Find the line holding "M21 640 114" in the entries below. Give it again exactly, along with every line after it up to and including the line holding "M968 235 1017 297 1001 310 952 248Z".

Excerpts from a dataset:
★ ★ ★

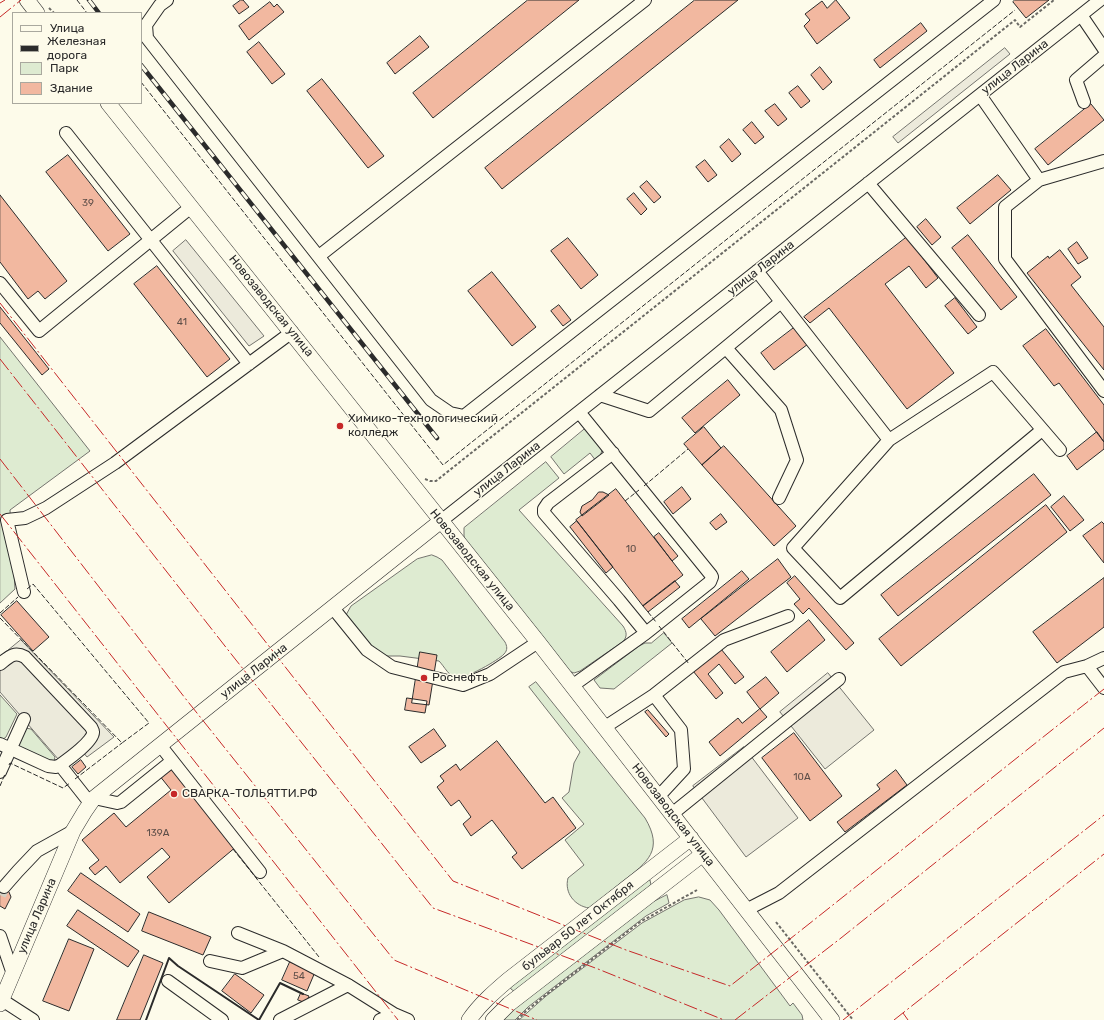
<!DOCTYPE html>
<meta charset="utf-8">
<style>
body{margin:0}
#map{position:relative;width:1104px;height:1020px;overflow:hidden;background:#fdfbea;font-family:Rubik,sans-serif}
canvas{display:block}
.legend{position:absolute;left:12px;top:12px;width:130px;height:92px;box-sizing:border-box;background:#fdfbea;border:1px solid #a9a89e;margin:0;padding:5px 7px;list-style:none;font-size:12px;color:#2b2b2b}
.legend li{display:flex;align-items:center;gap:8px;height:20px}
.legend b{width:20px;border:1px solid #a9a89e}
</style>
<div id="map">
<canvas width="1104" height="1020"></canvas>
<ul class="legend">
<li><b style="height:5px;background:#fdfbea"></b>Улица</li>
<li><b style="height:5px;background:#2b2b2b"></b>Железная дорога</li>
<li><b style="height:11px;background:#deebd1"></b>Парк</li>
<li><b style="height:11px;background:#f2b8a0"></b>Здание</li>
</ul>
</div>
<script>
const context = document.querySelector('canvas').getContext('2d');
context.lineJoin = 'round';
function fillPath(path, color) {
  context.fillStyle = color;
  context.fill(path, 'evenodd');
}
function strokePath(path, color, width, dash) {
  context.strokeStyle = color;
  context.lineWidth = width;
  context.lineCap = dash ? 'butt' : 'round';
  context.setLineDash(dash || []);
  context.stroke(path);
}
function label(font, color, halo, rows, align = 'center') {
  context.font = font + ' Rubik,sans-serif';
  context.lineWidth = 3;
  context.setLineDash([]);
  context.textBaseline = 'middle';
  context.strokeStyle = halo;
  context.fillStyle = color;
  for (const [text, x, y, turn = 0] of rows) {
    context.save();
    context.translate(x, y);
    context.rotate((+turn || 0) * Math.PI / 180);
    context.textAlign = isNaN(turn) ? turn : align;
    if (halo) context.strokeText(text, 0, 0);
    context.fillText(text, 0, 0);
    context.restore();
  }
}
const green = new Path2D(`
 M0 337 90 451 10 510 15 589 0 603Z
 M586 428 602 450 600 457 596 461 590 453 564 474 551 457Z
 M546 462 559 478 519 510 623 626C627 632 628 638 621 643L580 671 574 673 569 671 466 542 464 536V528Z
 M432 555 437 557 442 560 505 642C507 646 508 650 504 654 499 660 465 679 457 678 450 678 444 666 439 661L400 656H378L346 615 351 606 417 559Z
 M664 633 672 643 614 689 600 688 594 680 639 646 645 643H651Z
 M536 682 645 818C664 850 648 862 623 881 612 890 601 899 589 908 575 906 564 893 568 878L584 865 565 840 584 824 562 798 569 792 574 763 580 752 529 687Z
 M0 695 17 714 6 737 2 740 0 739Z
 M25 728 31 729 55 757 54 761 52 762 17 747Z
 M648 880H650L651 885 515 992 511 989 510 987Z
 M667 895 669 903 646 916 528 1007 515 1020H504L511 1011 641 908Z
 M699 897 710 900 719 910 790 1006 793 1003 802 1015 803 1020H519L546 996 642 923 684 900Z`);
fillPath(green, '#deebd1');
strokePath(green, '#74746e', 1);
const parking = new Path2D(`
 M1005 48 1010 54 898 143 893 137Z
 M186 240 264 336 249 346 173 251Z
 M21 640 114 737 87 757 83 752 65 767 0 692V657Z
 M828 673 874 730 825 769 780 712Z
 M744 747 798 818 746 857 693 786Z`);
fillPath(parking, '#eceadb');
strokePath(parking, '#74746e', 1);
const building = new Path2D(`
 M241 0H243L249 7 239 14 233 6Z
 M528 0H579L433 118 413 93Z
 M695 0H738L502 189 485 168Z
 M836 0 850 18 817 44 804 26 810 20 805 14 822 1 827 8Z
 M1015 0H1049L1026 18 1013 2Z
 M270 2 274 7 277 4 284 12 249 40 239 26Z
 M921 23 927 31 880 68 874 60Z
 M420 36 429 47 395 74 387 63Z
 M259 42 285 74 272 84 247 52Z
 M820 67 832 82 823 90 811 75Z
 M322 79 384 156 368 168 307 91Z
 M798 86 810 101 801 108 789 93Z
 M775 104 787 119 778 126 765 111Z
 M1091 104 1104 120 1048 165 1035 149Z
 M752 122 764 137 755 144 743 130Z
 M729 139 741 154 732 162 720 147Z
 M68 155 130 234 108 251 46 172Z
 M705 160 717 175 708 182 696 167Z
 M998 175 1011 190 970 224 957 208Z
 M647 181 661 197 654 203 640 187Z
 M634 193 647 209 641 215 627 199Z
 M0 195 67 281 45 299 38 291 28 299 0 262Z
 M926 219 941 237 932 245 917 227Z
 M968 235 1017 297 1001 310 952 248Z
 M907 237 938 278 926 288 909 266 885 284 954 373 907 409 829 308 810 323 804 317Z
 M568 238 598 275 581 289 551 251Z
 M1077 242 1088 258 1078 264 1068 249Z
 M1060 250 1081 277 1071 285 1104 327V370L1027 273 1048 256 1049 258Z
 M157 266 230 359 207 377 134 284Z
 M492 272 536 327 512 346 468 291Z
 M955 298 977 327 968 334 945 306Z
 M559 305 571 320 563 326 551 311Z
 M0 307 49 369 42 375 0 323Z
 M795 327 808 344 774 370 761 353Z
 M1046 329 1104 405V442L1059 383 1054 386 1023 346Z
 M728 380 740 395 695 433 682 418Z
 M704 427 721 448 702 465 684 444Z
 M1097 432 1104 442V449L1077 470 1067 456Z
 M724 446 796 526 774 546 702 465Z
 M1034 474 1051 495 898 616 881 595Z
 M682 487 691 499 673 514 664 502Z
 M616 489 683 575 643 606 576 520Z
 M599 492H603L609 495 582 516 580 512 582 506 592 500Z
 M1064 496 1084 520 1070 531 1051 507Z
 M1046 505 1067 532 901 666 879 639Z
 M721 514 727 522 716 530 710 523Z
 M577 521 613 567 606 573 570 527Z
 M1102 522 1104 524V563L1083 536Z
 M659 533 678 556 672 561 654 537Z
 M778 559 791 577 715 636 701 619Z
 M742 571 749 579 689 628 682 619Z
 M795 576 854 643 846 650 809 608 803 614 794 604 800 599 787 583Z
 M1104 578V627L1057 663 1033 632Z
 M675 581 680 587 648 612 643 606Z
 M17 601 49 637 33 651 1 615Z
 M809 620 825 640 787 672 771 652Z
 M721 649 744 677 735 684 719 664 708 674 723 693 716 699 693 671Z
 M420 652 437 655 429 705 412 703Z
 M766 677 779 693 760 709 747 692Z
 M407 698 427 701 425 713 405 710Z
 M760 709 767 717 720 756 709 742 738 718 742 723Z
 M648 710 669 734 666 737 645 712Z
 M434 729 446 746 421 763 409 747Z
 M794 733 842 796 810 821 762 758Z
 M497 741 545 803 553 797 576 828 522 869 512 857 517 853 492 820 471 836 463 824 471 817 459 800 451 806 437 787 444 781 440 776 456 764 460 770Z
 M81 760 86 767 78 774 72 767Z
 M170 766 237 846 169 903 147 877 170 857 162 848 120 883 106 866 95 875 89 868 99 860 82 840 114 813 126 827 171 790 159 775Z
 M896 770 907 785 845 832 837 822 880 789 877 785Z
 M81 873 140 914 128 932 68 891Z
 M0 884 9 892 11 897 5 909 0 906Z
 M78 910 139 951 128 967 67 926Z
 M149 912 211 937 203 955 142 931Z
 M69 939 94 949 69 1011 43 1001Z
 M144 955 163 963 140 1020H117Z
 M290 962 315 972 307 991 282 980Z
 M235 974 264 995 251 1013 222 991Z
 M301 993 309 996 306 1003 298 1000Z`);
fillPath(building, '#f2b8a0');
strokePath(building, '#2b2b2b', 1);
strokePath(new Path2D(`
 M0 895 4 887`), '#d3d1c4', 12, [12, 6]);
const minor = new Path2D(`
 M167 0 160 5 146 25 147 38 431 400 450 413 464 416 994 0
 M1081 15 1104 49
 M980 95 1039 180 1104 161
 M1084 102 1076 80 1104 56
 M66 133 249 364
 M1039 180 1005 207V259L1104 391
 M868 183 979 315
 M319 256 645 0
 M757 271 889 440 993 372 1060 450
 M0 283 39 331 191 207
 M726 348 781 410 797 460 779 498
 M600 395 649 411 781 302
 M579 412 711 575 712 577 710 582 646 633
 M889 440 793 548 840 598 1042 430
 M441 521 1100 0
 M24 592 7 520 25 518 46 508 115 463 292 332
 M333 608 367 650 392 667 463 685 490 674 538 642
 M0 664C9 657 14 651 25 657L91 727C92 729 93 730 93 732 94 741 67 760 60 765L56 767 48 766 0 744
 M1087 666 1104 688
 M572 686 646 633 619 600 544 513V509L548 503 613 453
 M654 695 724 640 788 616
 M605 727 654 695 681 730 684 769 659 796
 M160 745 260 872
 M60 765 90 803
 M0 772 24 719
 M94 798 117 803 121 802 172 761
 M672 814 839 679
 M4 887 18 871 37 851 73 831
 M746 910 779 893 1064 672 1087 666 1104 658
 M238 933 283 951 348 985 394 1014 408 1020
 M0 936 13 974
 M210 961 242 968 283 951
 M168 981 222 1020
 M2 1000 33 1020
 M280 1020 348 985
 M380 1020 394 1014`);
const major = new Path2D(`
 M27 0 37 13
 M108 103 538 642 832 1020
 M0 1004 73 831 85 811 94 798 441 521
 M469 1020C480 1004 494 992 508 980L691 838
 M493 1020 509 1004 703 854`);
strokePath(minor, '#2b2b2b', 14);
strokePath(major, '#2b2b2b', 16);
strokePath(new Path2D(`
 M49 8 54 13
 M425 479 430 481H436L1015 20 1020 27 1054 0
 M776 922 853 1020
 M517 1020 526 1011 547 994 640 922 697 890`), '#6a6964', 2, [3, 2]);
strokePath(minor, '#fdfbea', 12);
strokePath(major, '#fdfbea', 15);
const rail = new Path2D(`
 M89 0 99 13
 M141 65 437 438`);
strokePath(rail, '#2b2b2b', 4.5);
strokePath(rail, '#fdfbea', 3, [9]);
strokePath(new Path2D(`
 M77 0 87 13
 M141 82 443 465 1015 10
 M644 486 688 449
 M625 501 639 490
 M648 612 656 622
 M0 613 18 597
 M0 618 122 743 149 723 33 584 27 589
 M659 626 689 664
 M9 765 10 763 63 788 70 783
 M75 779 122 743
 M0 786 5 774
 M233 849 319 957`), '#2b2b2b', 1, [5, 2]);
strokePath(new Path2D(`
 M146 1020 169 958 178 966 259 1020 280 983 303 994`), '#2b2b2b', 2);
strokePath(new Path2D(`
 M0 3 5 0
 M0 17 21 0
 M0 303 453 881 626 950 730 986C856 888 979 787 1104 689
 M0 359 232 655 433 908 598 969 724 1020
 M0 459 185 698 394 960 537 1020
 M0 514 398 1020
 M903 1013 908 1020
 M735 1020 841 938 1104 728
 M843 1020 1104 815
 M894 1020 1104 854`), '#c62828', 1, [14, 3, 2, 3]);
for (const [x, y, r, color] of [
 [340,426,4,"#c62828"],
 [424,678,4,"#c62828"],
 [174,794,4,"#c62828"]
]) {
  const dot = new Path2D();
  dot.arc(x, y, r, 0, 2 * Math.PI);
  context.fillStyle = color;
  context.fill(dot);
  strokePath(dot, '#fdfbea', 1.5);
}
label('10px', '#5d4e48', null, [
 ["39",88,203],
 ["41",182,322],
 ["10",631,549],
 ["10А",802,777],
 ["139А",158,833],
 ["54",299,976]
]);
label('12px', '#2b2b2b', '#fdfbea', [
 ["улица Ларина",1015,67,-38],
 ["улица Ларина",761,268,-38],
 ["Новозаводская улица",271,306,51],
 ["улица Ларина",507,469,-38],
 ["Новозаводская улица",472,560,51],
 ["улица Ларина",254,671,-38],
 ["Новозаводская улица",673,815,52],
 ["улица Ларина",37,916,-67],
 ["бульвар 50 лет Октября",578,926,-38]
]);
label('12px', '#2b2b2b', '#fdfbea', [
 ["Химико-технологический",348,419],
 ["колледж",348,433],
 ["Роснефть",432,678],
 ["СВАРКА-ТОЛЬЯТТИ.РФ",182,794]
], 'left');
</script>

★ ★ ★

(OUTPUT):
 M21 640 114 737 87 757 83 752 65 767 0 692V657Z
 M828 673 874 730 825 769 780 712Z
 M744 747 798 818 746 857 693 786Z`);
fillPath(parking, '#eceadb');
strokePath(parking, '#74746e', 1);
const building = new Path2D(`
 M241 0H243L249 7 239 14 233 6Z
 M528 0H579L433 118 413 93Z
 M695 0H738L502 189 485 168Z
 M836 0 850 18 817 44 804 26 810 20 805 14 822 1 827 8Z
 M1015 0H1049L1026 18 1013 2Z
 M270 2 274 7 277 4 284 12 249 40 239 26Z
 M921 23 927 31 880 68 874 60Z
 M420 36 429 47 395 74 387 63Z
 M259 42 285 74 272 84 247 52Z
 M820 67 832 82 823 90 811 75Z
 M322 79 384 156 368 168 307 91Z
 M798 86 810 101 801 108 789 93Z
 M775 104 787 119 778 126 765 111Z
 M1091 104 1104 120 1048 165 1035 149Z
 M752 122 764 137 755 144 743 130Z
 M729 139 741 154 732 162 720 147Z
 M68 155 130 234 108 251 46 172Z
 M705 160 717 175 708 182 696 167Z
 M998 175 1011 190 970 224 957 208Z
 M647 181 661 197 654 203 640 187Z
 M634 193 647 209 641 215 627 199Z
 M0 195 67 281 45 299 38 291 28 299 0 262Z
 M926 219 941 237 932 245 917 227Z
 M968 235 1017 297 1001 310 952 248Z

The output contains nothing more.